Exercise objective: Your result should be the lines holding the word "stream", copied from the entries below.

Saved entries
※

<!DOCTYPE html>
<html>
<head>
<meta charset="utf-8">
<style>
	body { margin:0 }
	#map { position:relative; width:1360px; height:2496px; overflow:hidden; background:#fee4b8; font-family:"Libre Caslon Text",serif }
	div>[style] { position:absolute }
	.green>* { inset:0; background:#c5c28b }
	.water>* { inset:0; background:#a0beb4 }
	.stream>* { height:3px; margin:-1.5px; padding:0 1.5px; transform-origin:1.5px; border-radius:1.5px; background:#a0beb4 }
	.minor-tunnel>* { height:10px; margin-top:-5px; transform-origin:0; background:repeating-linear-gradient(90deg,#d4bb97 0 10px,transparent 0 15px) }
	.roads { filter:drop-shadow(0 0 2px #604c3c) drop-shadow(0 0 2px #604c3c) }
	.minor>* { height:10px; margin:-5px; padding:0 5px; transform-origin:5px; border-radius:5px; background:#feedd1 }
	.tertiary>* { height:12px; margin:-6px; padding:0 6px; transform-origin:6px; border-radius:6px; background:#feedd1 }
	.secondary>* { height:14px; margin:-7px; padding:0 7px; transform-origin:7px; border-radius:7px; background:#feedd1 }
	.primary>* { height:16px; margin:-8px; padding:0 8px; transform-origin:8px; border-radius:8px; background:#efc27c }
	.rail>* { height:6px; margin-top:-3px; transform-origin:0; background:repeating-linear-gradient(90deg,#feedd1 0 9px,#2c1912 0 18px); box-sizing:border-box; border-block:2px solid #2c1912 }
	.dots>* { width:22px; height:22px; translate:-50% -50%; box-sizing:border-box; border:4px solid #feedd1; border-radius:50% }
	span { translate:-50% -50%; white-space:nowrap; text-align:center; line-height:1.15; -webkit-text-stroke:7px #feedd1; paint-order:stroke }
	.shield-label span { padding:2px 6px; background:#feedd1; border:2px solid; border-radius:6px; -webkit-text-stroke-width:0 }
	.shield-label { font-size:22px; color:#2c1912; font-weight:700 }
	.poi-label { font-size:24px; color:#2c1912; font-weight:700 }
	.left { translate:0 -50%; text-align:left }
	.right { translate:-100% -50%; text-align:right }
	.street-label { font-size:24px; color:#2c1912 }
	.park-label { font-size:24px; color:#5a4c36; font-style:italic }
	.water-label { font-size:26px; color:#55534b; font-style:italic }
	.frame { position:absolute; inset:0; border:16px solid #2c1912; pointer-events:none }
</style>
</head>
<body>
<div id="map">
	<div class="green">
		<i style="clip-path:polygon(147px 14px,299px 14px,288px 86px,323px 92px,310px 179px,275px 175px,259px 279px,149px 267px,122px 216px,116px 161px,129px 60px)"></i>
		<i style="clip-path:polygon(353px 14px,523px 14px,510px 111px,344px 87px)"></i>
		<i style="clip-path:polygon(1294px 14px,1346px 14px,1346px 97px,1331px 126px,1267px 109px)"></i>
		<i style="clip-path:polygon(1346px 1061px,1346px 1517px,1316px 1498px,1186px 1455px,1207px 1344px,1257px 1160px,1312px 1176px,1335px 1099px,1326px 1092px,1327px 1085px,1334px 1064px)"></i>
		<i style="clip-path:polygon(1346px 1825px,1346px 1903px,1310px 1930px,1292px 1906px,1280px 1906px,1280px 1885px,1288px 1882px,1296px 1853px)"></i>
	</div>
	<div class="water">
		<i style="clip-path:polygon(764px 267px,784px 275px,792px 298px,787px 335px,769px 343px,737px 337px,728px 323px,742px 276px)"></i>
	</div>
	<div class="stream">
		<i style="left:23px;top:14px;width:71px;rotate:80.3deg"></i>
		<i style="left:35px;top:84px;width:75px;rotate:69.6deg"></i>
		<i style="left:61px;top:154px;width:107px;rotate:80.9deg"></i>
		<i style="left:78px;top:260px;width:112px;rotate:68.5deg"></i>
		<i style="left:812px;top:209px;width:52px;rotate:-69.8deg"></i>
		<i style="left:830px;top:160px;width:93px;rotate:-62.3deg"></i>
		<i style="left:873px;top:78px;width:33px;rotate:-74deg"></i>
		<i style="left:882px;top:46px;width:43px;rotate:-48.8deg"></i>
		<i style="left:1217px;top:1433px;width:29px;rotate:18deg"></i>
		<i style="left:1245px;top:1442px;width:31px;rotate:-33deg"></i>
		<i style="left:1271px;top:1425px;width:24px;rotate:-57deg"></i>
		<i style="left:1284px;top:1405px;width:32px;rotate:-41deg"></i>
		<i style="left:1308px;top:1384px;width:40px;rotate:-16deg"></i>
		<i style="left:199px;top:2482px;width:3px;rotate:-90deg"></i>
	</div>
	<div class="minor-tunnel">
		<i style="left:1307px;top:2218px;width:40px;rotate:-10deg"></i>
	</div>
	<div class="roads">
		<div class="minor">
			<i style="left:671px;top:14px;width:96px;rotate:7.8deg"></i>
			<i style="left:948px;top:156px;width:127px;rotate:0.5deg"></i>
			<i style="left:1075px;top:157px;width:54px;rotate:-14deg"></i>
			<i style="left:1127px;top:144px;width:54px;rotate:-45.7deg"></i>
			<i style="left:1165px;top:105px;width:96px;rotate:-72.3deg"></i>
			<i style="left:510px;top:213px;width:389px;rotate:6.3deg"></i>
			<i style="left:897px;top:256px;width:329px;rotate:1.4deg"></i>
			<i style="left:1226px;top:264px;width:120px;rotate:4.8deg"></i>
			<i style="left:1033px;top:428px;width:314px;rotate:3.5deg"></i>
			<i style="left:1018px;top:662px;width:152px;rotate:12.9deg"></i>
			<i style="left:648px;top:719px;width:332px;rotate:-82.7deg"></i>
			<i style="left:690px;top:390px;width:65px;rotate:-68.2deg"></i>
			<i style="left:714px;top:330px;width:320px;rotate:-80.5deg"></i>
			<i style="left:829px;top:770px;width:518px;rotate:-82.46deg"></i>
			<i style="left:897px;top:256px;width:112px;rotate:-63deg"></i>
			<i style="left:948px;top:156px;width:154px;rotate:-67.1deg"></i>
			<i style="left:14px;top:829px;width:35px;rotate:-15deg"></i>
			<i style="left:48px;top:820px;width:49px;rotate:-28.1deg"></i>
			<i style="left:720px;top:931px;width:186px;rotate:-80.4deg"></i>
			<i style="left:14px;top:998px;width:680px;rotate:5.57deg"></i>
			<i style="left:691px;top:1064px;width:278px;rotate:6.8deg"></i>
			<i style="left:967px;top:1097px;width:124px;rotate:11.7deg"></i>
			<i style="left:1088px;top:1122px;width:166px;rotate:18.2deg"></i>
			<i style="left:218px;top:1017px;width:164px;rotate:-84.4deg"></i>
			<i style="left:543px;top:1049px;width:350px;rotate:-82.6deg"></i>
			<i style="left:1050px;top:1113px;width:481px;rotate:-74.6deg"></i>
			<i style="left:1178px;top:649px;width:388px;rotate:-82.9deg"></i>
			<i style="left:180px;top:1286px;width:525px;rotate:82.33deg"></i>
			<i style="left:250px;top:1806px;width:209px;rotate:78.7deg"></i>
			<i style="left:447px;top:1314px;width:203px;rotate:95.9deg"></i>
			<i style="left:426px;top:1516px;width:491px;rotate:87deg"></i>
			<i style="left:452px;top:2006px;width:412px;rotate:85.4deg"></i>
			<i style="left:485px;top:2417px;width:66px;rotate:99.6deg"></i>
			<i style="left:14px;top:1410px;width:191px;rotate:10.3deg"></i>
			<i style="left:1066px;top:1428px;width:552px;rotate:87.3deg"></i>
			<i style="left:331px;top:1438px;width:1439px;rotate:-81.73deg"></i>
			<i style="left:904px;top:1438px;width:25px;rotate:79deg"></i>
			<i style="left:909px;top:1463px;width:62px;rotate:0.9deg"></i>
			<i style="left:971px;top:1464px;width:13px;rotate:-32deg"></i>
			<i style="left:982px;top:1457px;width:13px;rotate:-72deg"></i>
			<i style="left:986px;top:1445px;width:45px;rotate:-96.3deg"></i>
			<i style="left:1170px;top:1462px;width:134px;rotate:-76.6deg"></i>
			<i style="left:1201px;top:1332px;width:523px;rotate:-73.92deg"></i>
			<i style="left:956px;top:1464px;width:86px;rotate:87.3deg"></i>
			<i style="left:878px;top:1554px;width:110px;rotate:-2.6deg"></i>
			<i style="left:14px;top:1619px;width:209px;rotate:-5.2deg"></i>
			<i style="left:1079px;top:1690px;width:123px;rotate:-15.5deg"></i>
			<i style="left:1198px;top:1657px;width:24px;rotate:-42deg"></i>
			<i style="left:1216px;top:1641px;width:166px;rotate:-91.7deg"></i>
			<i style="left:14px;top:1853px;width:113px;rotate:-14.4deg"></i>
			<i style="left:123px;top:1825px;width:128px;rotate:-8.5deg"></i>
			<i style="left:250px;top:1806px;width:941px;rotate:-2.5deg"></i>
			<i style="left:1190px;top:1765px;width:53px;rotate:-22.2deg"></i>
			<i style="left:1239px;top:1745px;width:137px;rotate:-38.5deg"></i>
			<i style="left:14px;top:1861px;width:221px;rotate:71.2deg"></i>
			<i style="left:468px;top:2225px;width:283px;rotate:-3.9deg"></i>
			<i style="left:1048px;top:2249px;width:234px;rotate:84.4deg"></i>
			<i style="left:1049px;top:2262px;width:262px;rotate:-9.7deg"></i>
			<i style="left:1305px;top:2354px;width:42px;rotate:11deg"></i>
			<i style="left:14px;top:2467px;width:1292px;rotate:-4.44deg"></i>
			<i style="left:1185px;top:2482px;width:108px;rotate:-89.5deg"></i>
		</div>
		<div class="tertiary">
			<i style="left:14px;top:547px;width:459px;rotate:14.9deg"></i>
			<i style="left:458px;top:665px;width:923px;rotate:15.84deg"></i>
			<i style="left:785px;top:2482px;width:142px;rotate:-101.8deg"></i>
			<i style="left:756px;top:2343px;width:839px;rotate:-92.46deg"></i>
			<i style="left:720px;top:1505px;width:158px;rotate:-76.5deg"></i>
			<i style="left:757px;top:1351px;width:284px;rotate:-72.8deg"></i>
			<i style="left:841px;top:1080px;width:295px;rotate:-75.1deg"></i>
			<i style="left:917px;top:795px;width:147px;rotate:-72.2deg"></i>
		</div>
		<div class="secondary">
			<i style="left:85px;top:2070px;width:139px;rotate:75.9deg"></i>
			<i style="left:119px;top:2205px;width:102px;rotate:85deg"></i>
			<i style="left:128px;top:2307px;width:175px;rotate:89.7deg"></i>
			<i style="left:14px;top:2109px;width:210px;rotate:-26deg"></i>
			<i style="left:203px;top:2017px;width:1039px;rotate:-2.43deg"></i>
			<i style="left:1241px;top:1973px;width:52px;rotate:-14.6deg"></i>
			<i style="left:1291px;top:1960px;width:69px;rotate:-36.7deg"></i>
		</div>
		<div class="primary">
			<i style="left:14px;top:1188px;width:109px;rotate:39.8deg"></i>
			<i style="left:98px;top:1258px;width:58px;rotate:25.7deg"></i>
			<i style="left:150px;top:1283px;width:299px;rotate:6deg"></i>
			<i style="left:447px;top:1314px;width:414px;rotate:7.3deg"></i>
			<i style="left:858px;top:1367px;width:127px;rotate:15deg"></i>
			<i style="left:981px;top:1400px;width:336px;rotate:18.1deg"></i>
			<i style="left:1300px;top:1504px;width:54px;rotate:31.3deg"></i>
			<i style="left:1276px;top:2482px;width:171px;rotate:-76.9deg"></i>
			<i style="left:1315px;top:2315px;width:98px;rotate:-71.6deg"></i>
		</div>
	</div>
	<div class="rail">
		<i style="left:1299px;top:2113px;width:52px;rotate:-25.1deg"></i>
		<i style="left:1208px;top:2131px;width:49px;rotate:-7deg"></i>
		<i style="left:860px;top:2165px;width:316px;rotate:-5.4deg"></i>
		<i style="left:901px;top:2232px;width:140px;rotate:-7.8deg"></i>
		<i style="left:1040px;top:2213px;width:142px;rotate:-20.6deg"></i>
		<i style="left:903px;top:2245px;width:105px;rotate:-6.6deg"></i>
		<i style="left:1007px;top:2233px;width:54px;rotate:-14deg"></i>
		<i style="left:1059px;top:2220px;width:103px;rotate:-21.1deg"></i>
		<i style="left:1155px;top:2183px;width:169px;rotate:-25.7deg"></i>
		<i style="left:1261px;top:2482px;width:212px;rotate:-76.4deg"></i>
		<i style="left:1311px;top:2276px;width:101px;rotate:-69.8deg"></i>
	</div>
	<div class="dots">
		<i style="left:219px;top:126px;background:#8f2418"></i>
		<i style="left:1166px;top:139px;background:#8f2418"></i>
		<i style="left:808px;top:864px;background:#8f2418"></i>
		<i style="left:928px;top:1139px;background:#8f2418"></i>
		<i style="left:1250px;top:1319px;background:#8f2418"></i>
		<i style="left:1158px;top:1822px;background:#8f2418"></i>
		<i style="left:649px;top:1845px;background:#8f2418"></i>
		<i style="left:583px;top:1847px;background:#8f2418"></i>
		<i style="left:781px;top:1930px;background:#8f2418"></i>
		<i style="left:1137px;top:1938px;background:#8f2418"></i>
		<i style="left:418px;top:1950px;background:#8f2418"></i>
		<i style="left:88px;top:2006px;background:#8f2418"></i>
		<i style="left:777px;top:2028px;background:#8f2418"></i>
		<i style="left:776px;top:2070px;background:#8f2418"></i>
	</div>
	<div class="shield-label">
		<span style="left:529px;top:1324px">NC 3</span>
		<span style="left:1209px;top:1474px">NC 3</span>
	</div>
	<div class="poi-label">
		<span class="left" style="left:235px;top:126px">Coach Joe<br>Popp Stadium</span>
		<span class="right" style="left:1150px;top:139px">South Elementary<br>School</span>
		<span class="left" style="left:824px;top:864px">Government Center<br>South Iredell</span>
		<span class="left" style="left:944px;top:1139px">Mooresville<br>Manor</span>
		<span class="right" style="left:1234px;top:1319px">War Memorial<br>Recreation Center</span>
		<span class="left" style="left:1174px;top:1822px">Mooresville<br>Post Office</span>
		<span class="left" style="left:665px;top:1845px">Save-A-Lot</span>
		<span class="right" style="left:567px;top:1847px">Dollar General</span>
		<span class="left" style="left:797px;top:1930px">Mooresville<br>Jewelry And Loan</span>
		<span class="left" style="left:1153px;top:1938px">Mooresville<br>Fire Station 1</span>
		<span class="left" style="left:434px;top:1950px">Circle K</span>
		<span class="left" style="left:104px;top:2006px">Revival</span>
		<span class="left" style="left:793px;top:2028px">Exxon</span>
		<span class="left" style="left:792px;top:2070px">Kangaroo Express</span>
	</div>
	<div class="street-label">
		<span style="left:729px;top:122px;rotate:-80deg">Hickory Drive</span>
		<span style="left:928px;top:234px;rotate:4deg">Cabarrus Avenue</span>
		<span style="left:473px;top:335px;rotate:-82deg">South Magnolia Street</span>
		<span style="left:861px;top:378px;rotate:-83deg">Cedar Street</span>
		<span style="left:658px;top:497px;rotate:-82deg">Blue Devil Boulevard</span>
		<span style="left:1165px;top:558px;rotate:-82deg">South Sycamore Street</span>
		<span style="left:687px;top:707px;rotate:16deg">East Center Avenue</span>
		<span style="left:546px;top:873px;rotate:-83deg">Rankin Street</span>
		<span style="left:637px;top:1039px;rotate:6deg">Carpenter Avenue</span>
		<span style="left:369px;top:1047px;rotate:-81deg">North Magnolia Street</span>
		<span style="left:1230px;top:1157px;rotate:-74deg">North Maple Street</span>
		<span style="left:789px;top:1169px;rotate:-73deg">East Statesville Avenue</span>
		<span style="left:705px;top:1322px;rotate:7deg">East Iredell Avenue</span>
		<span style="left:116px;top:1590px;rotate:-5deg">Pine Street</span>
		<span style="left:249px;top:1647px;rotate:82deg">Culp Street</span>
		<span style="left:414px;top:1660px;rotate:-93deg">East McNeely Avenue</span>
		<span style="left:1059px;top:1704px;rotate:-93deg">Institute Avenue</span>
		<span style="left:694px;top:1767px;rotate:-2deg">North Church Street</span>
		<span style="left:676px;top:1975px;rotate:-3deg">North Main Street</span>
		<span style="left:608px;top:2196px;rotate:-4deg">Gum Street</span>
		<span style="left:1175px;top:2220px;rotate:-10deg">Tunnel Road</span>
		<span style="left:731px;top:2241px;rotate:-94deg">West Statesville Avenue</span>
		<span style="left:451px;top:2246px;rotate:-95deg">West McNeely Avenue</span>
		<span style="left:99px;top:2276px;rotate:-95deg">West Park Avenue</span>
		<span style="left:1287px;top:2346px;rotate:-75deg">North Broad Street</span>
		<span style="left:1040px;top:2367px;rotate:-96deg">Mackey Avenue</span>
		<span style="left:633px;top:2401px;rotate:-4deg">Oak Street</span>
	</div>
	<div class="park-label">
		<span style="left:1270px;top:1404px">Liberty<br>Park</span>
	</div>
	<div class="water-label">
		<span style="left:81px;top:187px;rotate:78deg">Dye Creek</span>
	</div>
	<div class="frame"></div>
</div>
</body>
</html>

※

Reply to the task:
	.stream>* { height:3px; margin:-1.5px; padding:0 1.5px; transform-origin:1.5px; border-radius:1.5px; background:#a0beb4 }
	<div class="stream">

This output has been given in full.